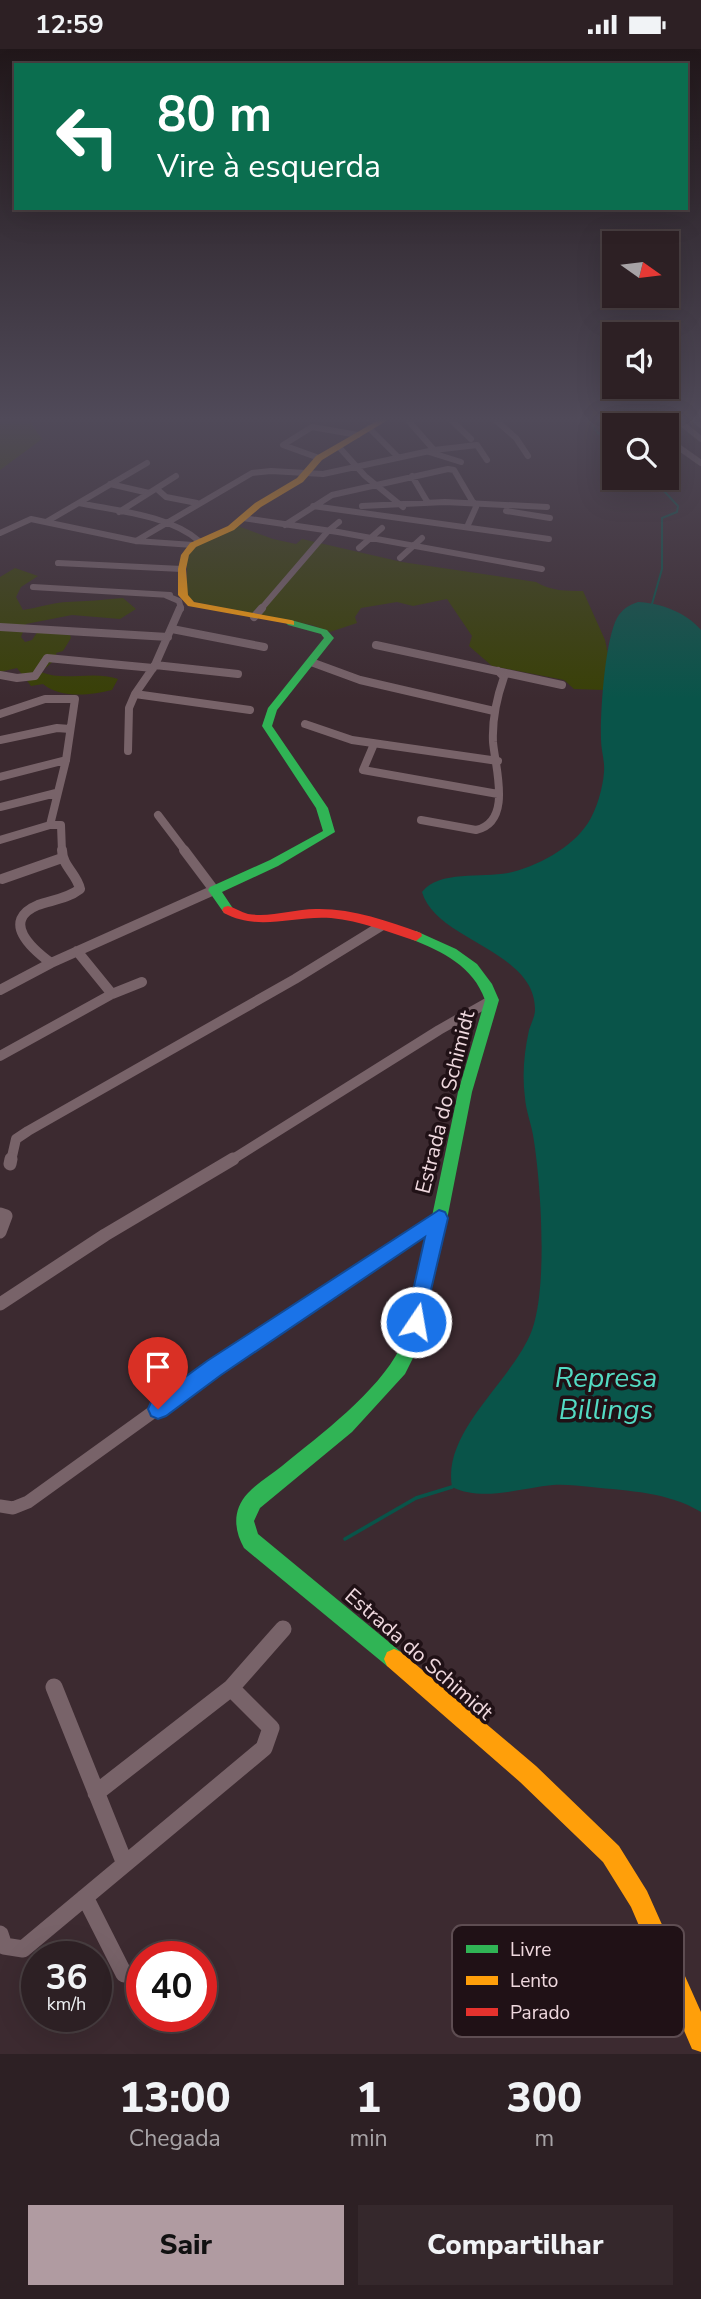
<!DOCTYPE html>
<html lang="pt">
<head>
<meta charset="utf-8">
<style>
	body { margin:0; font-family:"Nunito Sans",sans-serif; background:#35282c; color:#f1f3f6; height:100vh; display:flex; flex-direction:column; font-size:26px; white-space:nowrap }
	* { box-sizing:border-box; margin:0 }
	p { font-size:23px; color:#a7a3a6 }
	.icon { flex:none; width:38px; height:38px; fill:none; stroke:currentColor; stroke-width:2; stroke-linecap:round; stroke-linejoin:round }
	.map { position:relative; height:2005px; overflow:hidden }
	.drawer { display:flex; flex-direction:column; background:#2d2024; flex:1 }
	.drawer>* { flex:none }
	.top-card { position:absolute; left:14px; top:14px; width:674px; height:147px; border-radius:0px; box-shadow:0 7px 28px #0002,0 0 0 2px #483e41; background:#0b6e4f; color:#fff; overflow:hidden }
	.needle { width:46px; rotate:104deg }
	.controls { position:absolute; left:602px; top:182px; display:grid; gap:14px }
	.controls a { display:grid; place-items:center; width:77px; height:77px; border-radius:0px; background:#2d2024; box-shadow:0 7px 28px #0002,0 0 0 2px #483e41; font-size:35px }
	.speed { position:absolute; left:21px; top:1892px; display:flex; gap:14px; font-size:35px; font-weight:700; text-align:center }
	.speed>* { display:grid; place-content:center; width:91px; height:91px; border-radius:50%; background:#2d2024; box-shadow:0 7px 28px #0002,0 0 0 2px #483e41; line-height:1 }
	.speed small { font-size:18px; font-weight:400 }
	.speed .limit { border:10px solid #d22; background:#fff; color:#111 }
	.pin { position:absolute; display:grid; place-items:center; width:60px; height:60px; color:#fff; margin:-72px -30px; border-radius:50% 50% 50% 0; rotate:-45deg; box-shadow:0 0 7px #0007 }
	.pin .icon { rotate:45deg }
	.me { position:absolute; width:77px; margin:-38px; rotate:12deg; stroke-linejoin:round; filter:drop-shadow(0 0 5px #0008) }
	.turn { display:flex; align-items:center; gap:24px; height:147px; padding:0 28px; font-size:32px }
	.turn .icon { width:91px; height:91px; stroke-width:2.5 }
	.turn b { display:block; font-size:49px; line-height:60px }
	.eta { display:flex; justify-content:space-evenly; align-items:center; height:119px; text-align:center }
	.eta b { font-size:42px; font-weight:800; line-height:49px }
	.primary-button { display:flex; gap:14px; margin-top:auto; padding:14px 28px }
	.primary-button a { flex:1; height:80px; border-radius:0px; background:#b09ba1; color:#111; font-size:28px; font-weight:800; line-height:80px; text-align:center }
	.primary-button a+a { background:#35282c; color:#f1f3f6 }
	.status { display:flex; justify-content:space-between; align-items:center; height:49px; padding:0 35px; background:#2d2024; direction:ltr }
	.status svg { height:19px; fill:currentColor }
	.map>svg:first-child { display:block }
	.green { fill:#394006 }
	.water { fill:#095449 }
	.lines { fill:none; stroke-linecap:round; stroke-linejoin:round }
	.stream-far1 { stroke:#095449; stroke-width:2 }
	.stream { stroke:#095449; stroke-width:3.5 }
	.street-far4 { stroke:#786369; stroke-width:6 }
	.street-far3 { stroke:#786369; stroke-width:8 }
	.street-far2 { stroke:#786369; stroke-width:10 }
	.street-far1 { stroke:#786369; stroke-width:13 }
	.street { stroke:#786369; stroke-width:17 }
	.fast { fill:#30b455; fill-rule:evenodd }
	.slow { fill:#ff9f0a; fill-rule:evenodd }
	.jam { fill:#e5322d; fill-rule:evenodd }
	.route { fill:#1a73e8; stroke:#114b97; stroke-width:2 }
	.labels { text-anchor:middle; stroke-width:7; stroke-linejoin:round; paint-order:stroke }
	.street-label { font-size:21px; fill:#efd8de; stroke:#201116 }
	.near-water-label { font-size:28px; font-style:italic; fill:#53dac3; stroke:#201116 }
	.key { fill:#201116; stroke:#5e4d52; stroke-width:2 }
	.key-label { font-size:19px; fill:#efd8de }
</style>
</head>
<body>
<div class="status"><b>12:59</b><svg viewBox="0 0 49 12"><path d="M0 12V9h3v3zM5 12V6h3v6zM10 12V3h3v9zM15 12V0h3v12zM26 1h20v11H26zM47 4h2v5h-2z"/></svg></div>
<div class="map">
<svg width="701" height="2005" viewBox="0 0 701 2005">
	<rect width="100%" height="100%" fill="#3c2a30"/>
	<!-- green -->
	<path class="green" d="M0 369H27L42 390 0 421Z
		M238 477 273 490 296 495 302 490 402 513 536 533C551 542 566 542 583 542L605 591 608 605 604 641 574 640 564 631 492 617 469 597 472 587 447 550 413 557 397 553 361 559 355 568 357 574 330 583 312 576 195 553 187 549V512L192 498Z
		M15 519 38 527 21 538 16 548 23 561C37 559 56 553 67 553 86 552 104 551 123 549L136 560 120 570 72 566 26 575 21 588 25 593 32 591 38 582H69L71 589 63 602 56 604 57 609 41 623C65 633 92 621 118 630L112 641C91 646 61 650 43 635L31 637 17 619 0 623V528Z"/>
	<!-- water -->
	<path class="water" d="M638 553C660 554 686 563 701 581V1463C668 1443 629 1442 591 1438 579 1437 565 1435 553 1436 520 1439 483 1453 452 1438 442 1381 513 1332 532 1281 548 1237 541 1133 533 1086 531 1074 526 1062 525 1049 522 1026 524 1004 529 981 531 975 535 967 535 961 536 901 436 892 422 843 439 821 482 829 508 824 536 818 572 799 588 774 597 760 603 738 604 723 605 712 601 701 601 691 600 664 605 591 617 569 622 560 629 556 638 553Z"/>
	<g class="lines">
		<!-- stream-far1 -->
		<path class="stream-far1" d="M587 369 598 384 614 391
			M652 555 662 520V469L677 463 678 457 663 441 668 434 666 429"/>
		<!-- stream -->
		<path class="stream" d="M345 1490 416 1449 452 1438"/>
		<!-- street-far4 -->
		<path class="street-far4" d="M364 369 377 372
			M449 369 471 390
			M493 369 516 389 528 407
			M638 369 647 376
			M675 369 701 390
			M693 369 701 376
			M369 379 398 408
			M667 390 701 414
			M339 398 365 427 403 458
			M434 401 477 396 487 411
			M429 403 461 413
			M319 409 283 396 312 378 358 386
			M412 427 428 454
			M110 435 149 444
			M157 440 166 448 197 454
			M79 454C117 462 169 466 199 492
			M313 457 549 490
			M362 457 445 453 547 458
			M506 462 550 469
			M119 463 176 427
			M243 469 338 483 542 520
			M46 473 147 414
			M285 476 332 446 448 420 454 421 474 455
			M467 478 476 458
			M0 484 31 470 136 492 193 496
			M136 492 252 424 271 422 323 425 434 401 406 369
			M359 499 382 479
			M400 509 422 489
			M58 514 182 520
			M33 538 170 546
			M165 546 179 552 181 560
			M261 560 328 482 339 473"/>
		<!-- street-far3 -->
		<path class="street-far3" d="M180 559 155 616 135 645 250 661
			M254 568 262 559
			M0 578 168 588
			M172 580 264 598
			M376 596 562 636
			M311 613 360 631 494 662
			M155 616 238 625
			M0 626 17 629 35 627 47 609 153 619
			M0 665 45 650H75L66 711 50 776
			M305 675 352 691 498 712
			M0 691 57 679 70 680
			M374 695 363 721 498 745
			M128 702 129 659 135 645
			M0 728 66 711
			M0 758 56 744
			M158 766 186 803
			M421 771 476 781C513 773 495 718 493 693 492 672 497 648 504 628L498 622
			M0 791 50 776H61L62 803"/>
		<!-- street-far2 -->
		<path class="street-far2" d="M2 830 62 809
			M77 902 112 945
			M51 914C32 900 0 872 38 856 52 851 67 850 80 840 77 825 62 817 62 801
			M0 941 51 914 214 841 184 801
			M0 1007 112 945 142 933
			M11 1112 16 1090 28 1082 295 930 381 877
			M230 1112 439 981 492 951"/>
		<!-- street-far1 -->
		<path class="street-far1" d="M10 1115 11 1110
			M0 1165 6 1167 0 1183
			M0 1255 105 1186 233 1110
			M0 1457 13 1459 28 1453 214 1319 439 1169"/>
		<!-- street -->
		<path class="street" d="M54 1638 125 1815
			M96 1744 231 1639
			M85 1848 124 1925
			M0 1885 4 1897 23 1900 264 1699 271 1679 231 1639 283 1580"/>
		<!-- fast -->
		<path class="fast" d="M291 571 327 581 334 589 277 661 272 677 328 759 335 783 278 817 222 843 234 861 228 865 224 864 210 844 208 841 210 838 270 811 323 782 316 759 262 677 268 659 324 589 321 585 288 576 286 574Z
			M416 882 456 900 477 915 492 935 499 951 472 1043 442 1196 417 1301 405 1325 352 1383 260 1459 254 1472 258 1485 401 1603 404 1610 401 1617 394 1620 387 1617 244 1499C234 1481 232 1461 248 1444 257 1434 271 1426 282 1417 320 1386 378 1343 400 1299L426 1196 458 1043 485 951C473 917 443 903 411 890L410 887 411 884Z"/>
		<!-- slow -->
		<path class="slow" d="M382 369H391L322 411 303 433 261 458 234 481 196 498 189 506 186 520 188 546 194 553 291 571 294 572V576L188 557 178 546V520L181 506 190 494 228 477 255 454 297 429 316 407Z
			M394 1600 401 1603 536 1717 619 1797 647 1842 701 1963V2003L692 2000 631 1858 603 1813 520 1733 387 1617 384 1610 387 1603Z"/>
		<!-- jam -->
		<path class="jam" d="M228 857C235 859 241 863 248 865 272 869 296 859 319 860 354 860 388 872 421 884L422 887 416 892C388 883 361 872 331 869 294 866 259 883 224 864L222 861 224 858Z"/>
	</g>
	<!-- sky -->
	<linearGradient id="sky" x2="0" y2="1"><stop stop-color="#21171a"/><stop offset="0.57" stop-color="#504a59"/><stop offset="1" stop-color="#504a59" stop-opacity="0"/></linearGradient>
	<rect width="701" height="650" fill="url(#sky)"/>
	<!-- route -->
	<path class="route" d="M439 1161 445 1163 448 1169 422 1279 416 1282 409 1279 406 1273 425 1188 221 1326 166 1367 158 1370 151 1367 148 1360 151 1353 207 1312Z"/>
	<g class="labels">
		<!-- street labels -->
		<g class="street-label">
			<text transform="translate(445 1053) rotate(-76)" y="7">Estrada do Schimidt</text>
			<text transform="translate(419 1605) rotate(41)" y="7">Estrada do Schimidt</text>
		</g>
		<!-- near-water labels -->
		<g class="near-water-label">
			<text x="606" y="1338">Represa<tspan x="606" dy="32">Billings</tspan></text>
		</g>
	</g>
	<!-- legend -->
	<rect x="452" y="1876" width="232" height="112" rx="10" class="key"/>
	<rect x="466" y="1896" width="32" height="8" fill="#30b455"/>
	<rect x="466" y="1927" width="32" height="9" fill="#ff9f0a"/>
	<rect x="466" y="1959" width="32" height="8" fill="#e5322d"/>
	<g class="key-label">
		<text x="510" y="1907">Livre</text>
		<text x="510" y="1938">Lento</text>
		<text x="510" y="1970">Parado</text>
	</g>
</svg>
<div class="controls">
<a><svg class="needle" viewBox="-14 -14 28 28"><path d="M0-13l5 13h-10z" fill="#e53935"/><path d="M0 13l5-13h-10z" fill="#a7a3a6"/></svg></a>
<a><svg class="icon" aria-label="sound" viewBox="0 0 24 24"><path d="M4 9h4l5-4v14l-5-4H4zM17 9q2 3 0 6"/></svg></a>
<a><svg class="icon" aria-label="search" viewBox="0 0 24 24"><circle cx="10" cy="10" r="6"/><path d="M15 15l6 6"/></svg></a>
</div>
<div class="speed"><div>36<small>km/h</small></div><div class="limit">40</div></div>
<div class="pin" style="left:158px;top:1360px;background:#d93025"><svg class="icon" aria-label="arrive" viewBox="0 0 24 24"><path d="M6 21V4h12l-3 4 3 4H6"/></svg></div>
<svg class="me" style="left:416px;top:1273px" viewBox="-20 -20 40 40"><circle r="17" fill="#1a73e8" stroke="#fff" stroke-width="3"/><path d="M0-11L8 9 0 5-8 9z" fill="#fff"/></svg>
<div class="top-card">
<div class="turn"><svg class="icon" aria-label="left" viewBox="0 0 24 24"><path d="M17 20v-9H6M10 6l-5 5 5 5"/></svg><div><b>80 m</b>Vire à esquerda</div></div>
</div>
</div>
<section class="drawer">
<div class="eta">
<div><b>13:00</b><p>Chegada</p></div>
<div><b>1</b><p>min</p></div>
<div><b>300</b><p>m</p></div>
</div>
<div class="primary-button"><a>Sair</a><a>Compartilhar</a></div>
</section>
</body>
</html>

--------------------------------------------------

(Task instructions) Read each line of the material, and wherever the word "linecap" turns up, copy that line.

(Response to the exercise)
	.icon { flex:none; width:38px; height:38px; fill:none; stroke:currentColor; stroke-width:2; stroke-linecap:round; stroke-linejoin:round }
	.lines { fill:none; stroke-linecap:round; stroke-linejoin:round }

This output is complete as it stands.